_Work order_: Hunt through the entries for the word "LÄNSIMÄENTIE" and copy each line in which it appears.
*** Excerpted records ***
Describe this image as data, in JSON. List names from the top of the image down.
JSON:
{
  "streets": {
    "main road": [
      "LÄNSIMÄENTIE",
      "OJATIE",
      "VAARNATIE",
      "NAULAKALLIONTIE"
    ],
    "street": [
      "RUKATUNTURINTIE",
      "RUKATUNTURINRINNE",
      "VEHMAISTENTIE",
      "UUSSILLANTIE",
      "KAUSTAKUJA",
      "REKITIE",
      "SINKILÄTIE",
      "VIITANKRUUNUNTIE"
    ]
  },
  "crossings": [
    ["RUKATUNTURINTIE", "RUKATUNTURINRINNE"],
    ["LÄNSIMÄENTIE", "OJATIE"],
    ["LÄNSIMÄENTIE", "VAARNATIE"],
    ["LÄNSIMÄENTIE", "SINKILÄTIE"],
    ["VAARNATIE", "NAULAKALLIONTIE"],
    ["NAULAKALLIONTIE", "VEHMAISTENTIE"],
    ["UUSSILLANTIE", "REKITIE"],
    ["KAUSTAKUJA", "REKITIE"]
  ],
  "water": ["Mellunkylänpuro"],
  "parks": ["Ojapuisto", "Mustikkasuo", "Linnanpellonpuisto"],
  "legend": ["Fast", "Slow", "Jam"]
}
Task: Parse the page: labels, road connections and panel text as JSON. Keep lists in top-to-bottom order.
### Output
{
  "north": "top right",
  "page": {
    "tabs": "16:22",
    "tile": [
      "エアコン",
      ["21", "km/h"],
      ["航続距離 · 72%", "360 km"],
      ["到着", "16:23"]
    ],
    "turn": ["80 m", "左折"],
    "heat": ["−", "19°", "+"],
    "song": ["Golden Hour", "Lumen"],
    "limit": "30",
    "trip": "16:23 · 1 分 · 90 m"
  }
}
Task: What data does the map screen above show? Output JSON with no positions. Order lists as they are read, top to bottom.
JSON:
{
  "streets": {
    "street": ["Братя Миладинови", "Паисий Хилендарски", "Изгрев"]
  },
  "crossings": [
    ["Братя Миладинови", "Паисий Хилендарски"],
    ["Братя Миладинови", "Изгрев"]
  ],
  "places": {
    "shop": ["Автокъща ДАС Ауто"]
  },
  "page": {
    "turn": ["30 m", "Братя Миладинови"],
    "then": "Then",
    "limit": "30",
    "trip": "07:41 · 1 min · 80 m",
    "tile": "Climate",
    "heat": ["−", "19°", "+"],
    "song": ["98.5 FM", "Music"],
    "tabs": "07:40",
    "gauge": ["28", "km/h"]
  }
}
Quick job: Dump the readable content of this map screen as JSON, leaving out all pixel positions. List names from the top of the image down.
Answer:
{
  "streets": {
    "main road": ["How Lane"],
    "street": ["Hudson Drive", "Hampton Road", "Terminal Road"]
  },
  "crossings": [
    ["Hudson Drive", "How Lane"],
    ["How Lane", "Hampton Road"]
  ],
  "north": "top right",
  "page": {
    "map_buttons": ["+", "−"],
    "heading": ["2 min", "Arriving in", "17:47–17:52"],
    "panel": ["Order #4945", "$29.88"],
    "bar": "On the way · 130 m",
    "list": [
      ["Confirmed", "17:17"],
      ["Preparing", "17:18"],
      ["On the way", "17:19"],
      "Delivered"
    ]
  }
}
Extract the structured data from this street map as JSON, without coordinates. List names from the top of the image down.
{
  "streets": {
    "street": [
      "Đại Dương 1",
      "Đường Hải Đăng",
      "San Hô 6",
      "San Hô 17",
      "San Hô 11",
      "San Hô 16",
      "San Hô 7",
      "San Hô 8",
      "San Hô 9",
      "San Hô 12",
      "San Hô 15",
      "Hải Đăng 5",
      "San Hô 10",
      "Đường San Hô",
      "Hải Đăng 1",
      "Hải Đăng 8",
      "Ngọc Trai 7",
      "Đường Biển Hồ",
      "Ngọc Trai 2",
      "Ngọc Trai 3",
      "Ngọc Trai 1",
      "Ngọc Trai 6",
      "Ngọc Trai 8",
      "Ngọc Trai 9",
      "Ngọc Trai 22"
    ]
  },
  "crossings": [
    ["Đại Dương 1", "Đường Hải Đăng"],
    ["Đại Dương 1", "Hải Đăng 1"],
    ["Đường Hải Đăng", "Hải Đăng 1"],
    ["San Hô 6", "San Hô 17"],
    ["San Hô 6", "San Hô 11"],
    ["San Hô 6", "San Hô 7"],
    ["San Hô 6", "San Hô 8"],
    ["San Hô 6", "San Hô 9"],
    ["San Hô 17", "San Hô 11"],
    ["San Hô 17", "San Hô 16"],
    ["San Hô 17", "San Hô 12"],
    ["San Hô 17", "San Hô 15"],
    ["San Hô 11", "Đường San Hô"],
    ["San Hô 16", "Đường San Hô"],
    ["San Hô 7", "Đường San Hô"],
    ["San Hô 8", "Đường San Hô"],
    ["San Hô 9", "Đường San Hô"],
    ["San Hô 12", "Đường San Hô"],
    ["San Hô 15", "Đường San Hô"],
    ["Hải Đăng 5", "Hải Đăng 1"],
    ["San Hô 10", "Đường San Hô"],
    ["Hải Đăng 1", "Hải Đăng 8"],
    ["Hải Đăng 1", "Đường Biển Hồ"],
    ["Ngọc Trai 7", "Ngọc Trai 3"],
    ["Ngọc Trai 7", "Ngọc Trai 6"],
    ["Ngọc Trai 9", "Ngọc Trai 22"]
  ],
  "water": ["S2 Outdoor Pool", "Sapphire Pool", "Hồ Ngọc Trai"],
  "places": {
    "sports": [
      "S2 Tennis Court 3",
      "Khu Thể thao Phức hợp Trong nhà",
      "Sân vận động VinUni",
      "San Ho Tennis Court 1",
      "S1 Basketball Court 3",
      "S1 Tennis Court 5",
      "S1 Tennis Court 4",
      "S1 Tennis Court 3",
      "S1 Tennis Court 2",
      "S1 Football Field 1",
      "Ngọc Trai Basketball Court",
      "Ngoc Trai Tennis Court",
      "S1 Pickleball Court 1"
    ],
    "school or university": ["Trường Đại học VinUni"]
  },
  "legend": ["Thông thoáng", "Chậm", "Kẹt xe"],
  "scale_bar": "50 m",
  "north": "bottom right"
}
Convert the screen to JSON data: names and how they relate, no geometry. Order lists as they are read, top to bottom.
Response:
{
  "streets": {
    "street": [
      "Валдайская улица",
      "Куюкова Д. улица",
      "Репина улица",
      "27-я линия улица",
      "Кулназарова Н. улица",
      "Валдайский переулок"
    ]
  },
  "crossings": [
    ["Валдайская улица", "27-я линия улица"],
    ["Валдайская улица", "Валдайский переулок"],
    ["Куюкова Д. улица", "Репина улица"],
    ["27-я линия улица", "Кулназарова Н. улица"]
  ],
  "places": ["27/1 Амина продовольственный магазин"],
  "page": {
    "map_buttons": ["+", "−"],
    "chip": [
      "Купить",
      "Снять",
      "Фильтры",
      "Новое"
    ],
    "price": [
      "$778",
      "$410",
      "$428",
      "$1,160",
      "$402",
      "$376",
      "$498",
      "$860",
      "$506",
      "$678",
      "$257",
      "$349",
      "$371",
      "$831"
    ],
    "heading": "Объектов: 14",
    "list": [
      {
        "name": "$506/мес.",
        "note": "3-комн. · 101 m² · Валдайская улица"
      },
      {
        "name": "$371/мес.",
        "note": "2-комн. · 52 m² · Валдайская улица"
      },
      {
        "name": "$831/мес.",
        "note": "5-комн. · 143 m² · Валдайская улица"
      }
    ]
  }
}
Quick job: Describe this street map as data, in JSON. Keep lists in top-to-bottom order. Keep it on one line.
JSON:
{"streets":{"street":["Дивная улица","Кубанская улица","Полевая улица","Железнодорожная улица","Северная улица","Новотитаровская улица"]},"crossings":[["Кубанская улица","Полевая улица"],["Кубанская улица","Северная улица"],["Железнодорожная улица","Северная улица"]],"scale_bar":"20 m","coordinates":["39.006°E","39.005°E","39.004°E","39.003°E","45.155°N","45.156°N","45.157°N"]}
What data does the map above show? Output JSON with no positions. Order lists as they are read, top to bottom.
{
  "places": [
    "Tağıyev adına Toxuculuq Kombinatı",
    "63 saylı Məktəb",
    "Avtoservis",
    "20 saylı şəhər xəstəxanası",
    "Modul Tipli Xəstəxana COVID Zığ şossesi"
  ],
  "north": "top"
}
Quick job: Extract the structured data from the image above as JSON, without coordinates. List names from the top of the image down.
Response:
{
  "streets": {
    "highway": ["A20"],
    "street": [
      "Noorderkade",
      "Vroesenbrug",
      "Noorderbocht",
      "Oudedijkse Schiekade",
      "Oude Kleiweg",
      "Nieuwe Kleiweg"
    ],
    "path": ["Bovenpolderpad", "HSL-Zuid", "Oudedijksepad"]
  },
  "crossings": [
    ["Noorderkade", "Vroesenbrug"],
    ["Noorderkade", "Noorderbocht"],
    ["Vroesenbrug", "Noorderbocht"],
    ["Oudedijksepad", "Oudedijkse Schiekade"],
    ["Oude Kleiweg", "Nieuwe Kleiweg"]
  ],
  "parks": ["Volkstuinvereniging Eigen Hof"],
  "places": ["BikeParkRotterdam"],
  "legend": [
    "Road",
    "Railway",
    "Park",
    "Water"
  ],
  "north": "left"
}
*** End of Excerpted records ***
_Answer_:
      "LÄNSIMÄENTIE",
    ["LÄNSIMÄENTIE", "OJATIE"],
    ["LÄNSIMÄENTIE", "VAARNATIE"],
    ["LÄNSIMÄENTIE", "SINKILÄTIE"],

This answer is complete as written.